- Exercise instructions -
Lines where the string "this" appears are to be copied from the entries below.

- Dataset -
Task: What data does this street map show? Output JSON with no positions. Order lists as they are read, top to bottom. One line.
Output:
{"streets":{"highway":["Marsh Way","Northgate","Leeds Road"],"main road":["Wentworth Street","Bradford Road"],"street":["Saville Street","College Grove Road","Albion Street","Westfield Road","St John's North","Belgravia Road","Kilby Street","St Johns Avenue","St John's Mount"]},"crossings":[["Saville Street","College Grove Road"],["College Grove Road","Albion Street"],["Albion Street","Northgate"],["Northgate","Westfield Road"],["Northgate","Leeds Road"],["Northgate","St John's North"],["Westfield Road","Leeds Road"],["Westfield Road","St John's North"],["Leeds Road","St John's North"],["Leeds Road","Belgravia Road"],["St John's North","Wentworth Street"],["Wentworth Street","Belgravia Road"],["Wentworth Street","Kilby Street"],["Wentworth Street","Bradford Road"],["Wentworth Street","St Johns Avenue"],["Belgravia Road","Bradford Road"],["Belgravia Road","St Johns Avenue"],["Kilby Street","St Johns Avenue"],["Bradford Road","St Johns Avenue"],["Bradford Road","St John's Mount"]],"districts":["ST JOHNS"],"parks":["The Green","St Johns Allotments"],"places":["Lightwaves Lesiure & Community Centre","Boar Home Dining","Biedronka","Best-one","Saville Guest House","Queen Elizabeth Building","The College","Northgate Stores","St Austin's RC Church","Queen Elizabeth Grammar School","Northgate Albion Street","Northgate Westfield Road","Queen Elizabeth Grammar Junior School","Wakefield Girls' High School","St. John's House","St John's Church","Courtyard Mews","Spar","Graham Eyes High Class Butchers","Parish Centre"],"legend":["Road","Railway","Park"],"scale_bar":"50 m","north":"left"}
* * *
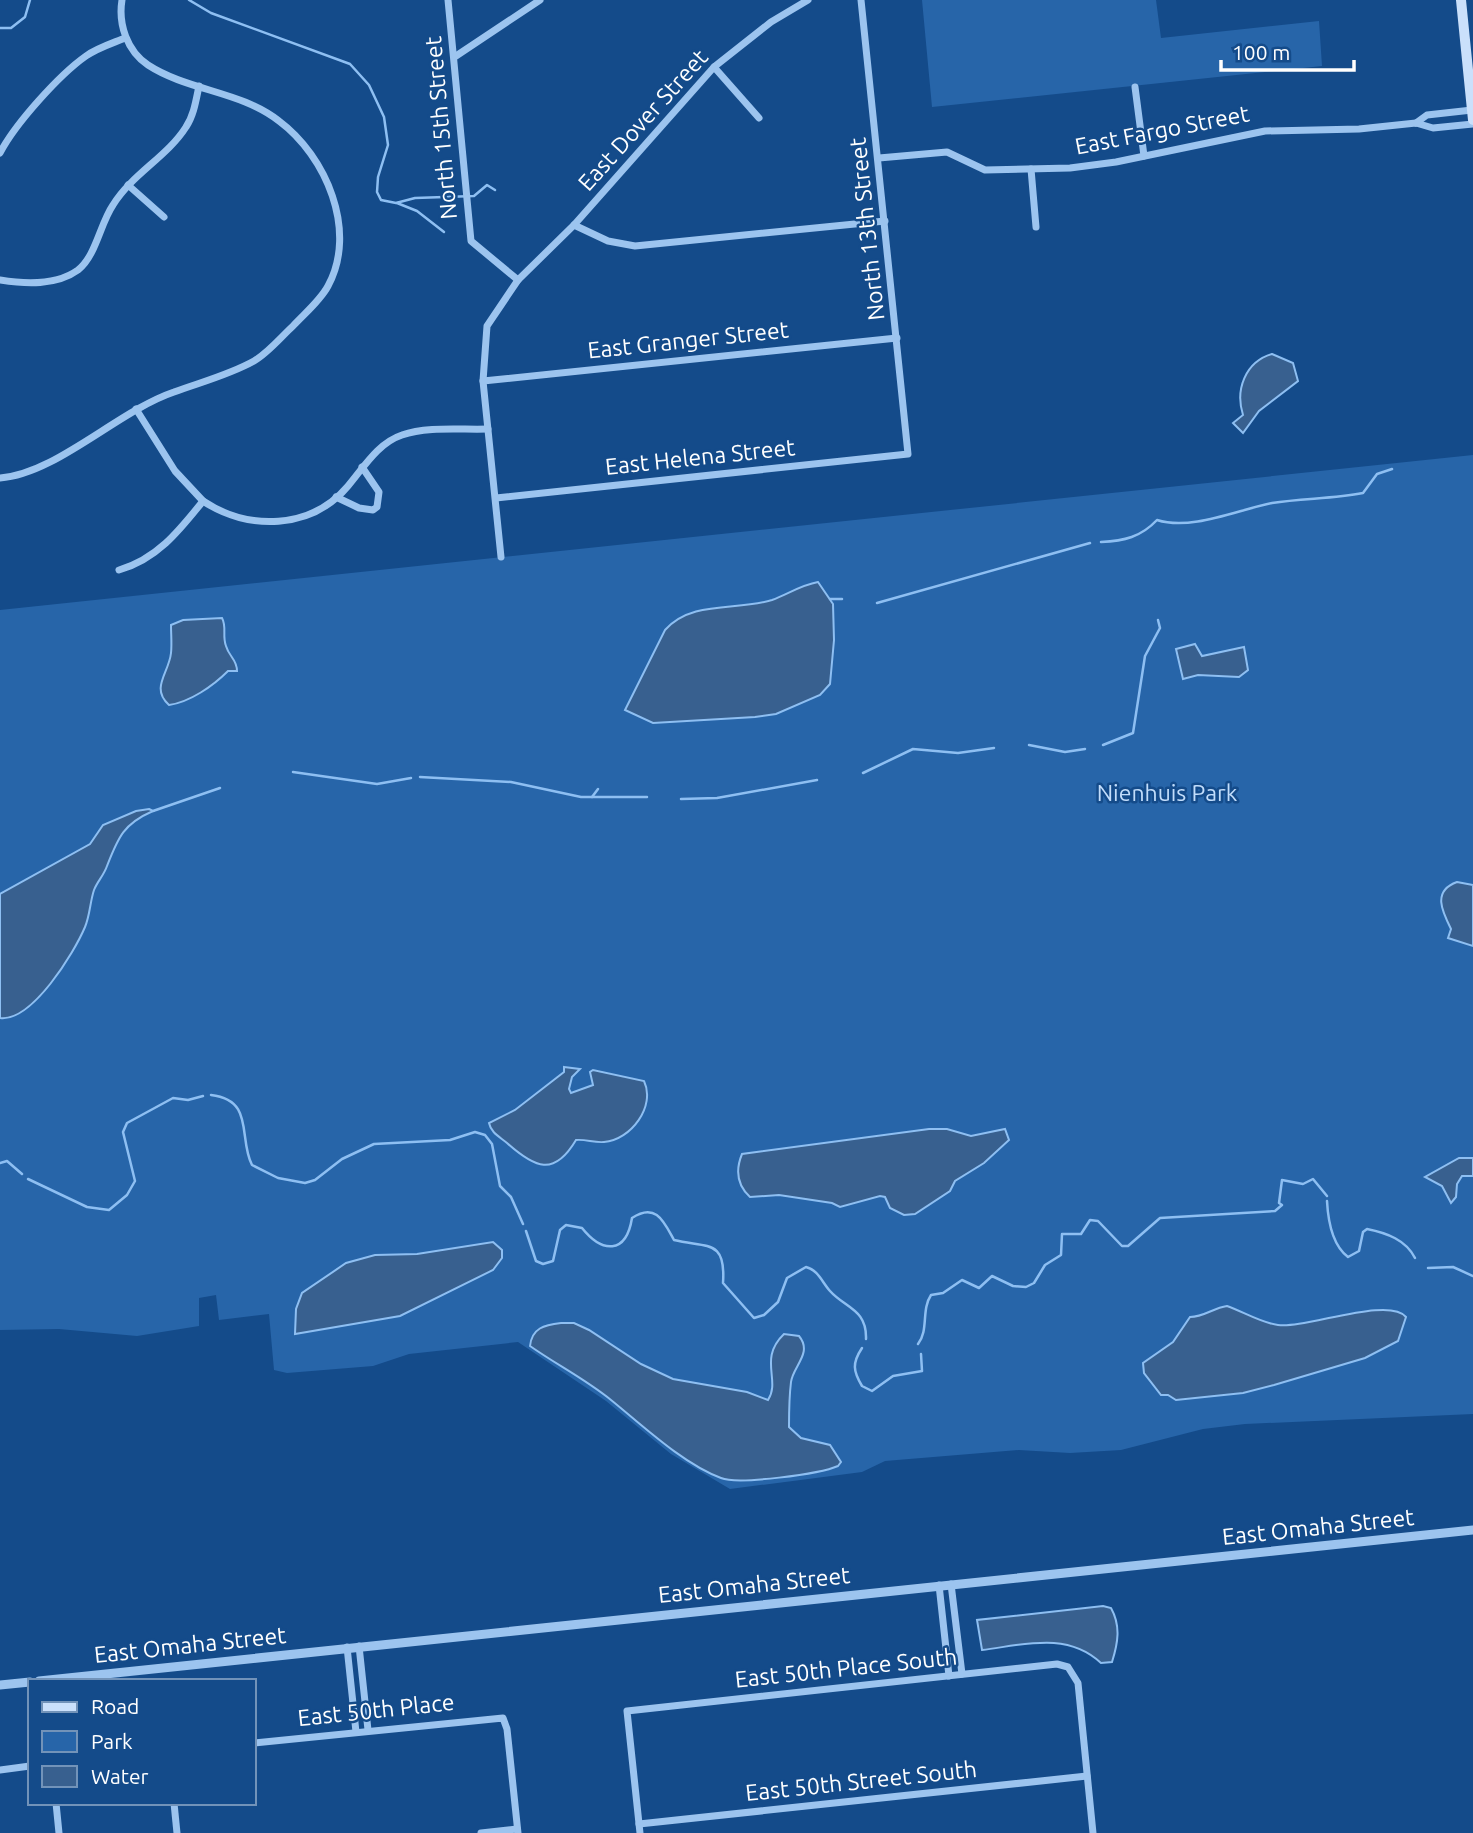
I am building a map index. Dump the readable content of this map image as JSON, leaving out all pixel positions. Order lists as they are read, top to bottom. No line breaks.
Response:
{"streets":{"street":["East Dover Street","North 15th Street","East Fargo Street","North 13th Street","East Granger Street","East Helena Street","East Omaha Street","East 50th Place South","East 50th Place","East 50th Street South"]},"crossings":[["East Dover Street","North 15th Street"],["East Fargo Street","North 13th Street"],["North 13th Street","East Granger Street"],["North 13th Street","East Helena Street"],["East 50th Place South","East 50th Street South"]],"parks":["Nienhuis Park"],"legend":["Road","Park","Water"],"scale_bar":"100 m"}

- Result of the exercise -
Task: What data does this street map show? Output JSON with no positions. Order lists as they are read, top to bottom. One line.
I am building a map index. Dump the readable content of this map image as JSON, leaving out all pixel positions. Order lists as they are read, top to bottom. No line breaks.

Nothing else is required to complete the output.